At least three large-scale institutions are considering bids for the Westpac-owned fund manager.

Three blue-chip institutions are mulling bids for Australia’s Hastings Funds Management, which has been owned by Australian bank Westpac since 2005, according to sources familiar with the process.

US asset manager TIAA-CREF, insurance firm MassMututal and global asset manager Affiliated Managers Group, which owns Pantheon Ventures, are said to be eyeing the sale. The latter should take the form of a management buyout backed by third-party capital. Hastings’s employees already own some 20 percent of the fund manager, which had A$10.8 billion ($7.9 billion; €7.4 billion) of funds under management as at 30 June 2015.

The sale process is in its early days and is only expected to conclude around April 2016. Later this year, several senior Hastings employees are in line to net sizeable bonuses as part of the firm’s long-term incentive scheme. The scheme was implemented five years ago, with its first vesting period coming up around mid-December.

A sale of Hastings would come hot on the heels of this summer’s purchase of Sydney-based RARE Infrastructure by US asset manager Legg Mason. The US firm paid $205 million for a majority stake in the fund manager.
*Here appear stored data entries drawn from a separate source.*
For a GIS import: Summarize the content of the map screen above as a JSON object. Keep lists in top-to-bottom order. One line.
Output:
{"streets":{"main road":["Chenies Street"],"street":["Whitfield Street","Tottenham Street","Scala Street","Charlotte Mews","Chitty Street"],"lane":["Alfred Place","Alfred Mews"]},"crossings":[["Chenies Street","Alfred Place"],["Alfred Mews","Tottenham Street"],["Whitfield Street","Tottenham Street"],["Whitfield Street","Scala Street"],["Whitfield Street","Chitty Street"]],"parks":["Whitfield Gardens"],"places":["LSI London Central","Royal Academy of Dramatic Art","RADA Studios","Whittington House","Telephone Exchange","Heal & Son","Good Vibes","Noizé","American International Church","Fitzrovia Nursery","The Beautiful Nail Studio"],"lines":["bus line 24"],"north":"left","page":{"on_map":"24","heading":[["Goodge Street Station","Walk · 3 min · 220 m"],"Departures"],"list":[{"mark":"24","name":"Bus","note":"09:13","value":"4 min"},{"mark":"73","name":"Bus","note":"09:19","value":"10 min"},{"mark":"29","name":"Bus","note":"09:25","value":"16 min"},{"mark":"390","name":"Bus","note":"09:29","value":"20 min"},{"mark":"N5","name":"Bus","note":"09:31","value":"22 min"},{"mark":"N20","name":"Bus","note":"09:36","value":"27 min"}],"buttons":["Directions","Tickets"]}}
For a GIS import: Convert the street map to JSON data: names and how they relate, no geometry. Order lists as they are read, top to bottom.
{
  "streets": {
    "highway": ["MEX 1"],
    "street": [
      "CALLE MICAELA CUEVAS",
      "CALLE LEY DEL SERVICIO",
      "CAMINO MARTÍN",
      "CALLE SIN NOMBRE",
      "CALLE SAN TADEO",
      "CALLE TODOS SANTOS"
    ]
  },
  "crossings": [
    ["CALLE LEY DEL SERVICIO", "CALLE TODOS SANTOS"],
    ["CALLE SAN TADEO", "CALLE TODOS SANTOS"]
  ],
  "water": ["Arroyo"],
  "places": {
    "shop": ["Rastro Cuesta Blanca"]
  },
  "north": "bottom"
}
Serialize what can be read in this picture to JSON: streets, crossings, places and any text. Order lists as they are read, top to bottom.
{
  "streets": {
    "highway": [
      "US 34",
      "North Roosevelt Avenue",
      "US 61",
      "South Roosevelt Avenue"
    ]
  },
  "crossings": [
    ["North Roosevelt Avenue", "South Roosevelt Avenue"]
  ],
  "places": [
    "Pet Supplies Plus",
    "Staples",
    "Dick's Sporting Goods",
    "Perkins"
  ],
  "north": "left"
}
Hastings recently hit the headlines after leading an investment consortium made up of Caisse de dépôt et placement du Québec, Australia-listed Spark Infrastructure, Kuwait Investment Authority’s Wren House and Tawreed Investments, a subsidiary of Abu Dhabi Investment Authority, to win the A$10.3 billion long-term concession for New South Wales’ electricity grid.

The manager is said to be eying bids for Port of Melbourne as well as Ausgrid and Endeavour Energy, two distribution assets.